How to Write Like a Human: A Practical Guide to AEO
- Jonathan Winn

- Jan 21
- 4 min read

Search is now a conversation. Is your brand participating?
Gartner predicts that traditional search engine volume will drop 25% by 2026 as users shift toward AI agents and generative engines. This shift is already visible. A report from BrightEdge Generative Parser (BGP) shows that AI Overviews now impact over 80% of queries in several high-value sectors, including healthcare and B2B tech.
At Harry, we see this shift as less of a traffic problem, and more as a credibility test.
Search engines have evolved from "link libraries" into "answer engines." Platforms like Gemini and Perplexity, powered by large language models (LLMs), shift the burden of research from the user to the machine. They synthesize responses. Your website is no longer the destination. It’s a source.
That creates a trap. Brands trying to keep pace often rely on LLMs to produce content at scale. The result is an AI echo chamber. The ecosystem fills up with writing that’s technically correct but completely hollow.

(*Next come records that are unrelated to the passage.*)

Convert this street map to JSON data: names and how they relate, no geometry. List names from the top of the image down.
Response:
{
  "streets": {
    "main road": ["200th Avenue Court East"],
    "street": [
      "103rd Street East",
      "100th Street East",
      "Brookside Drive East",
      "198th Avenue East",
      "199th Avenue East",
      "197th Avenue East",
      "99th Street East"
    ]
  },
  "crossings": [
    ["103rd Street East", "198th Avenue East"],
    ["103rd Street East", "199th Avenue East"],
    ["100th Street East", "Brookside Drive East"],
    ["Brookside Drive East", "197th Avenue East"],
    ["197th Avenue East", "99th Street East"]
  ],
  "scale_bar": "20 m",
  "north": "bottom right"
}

Here’s the catch: to be a trusted source, your brand can’t sound like a machine. If your content sounds like it could be written by anyone, it won’t be cited. And to be useful to an answer engine, you can’t sound like one.
LLMs Aggregate. Experts Create.
LLMs operate at a speed no human can match. They scan, compare, and synthesize massive volumes of information in seconds. Content that lacks authority or specificity (or worse, reads like generic "AI slop") rarely survives that filter.
To earn citations, brands need what we call "primary content": original insights drawn from real experience. Projects you've completed. Problems you've solved. Expertise you've built over time.
At Harry, this shows up in our technical analysis of fiber's impact on property values and our perspectives on open-access broadband legislation. Those insights don’t come from prompts. They come from doing the work.
LLMs can aggregate facts. They cannot manufacture experience. They can’t invent a field report or a case study. Subject matter expertise is the proof point an answer engine needs to justify choosing your brand as the source.
The Diligence of Being Human
Writing like a human in 2025 is a technical practice.
If you use LLMs to help create content, making that content human requires discipline. We start by setting blandness guardrails. That means training our models with established brand guidelines and explicitly banning common AI tells and rhetorical shortcuts.
We also develop a voice and visual codex for brands we work with. It defines how a brand sounds, what it avoids, and how it explains complex ideas, and how language and visuals reinforce each other across channels. Whether content is created by a person or with AI, that codex keeps it aligned, coherent, and grounded in reality.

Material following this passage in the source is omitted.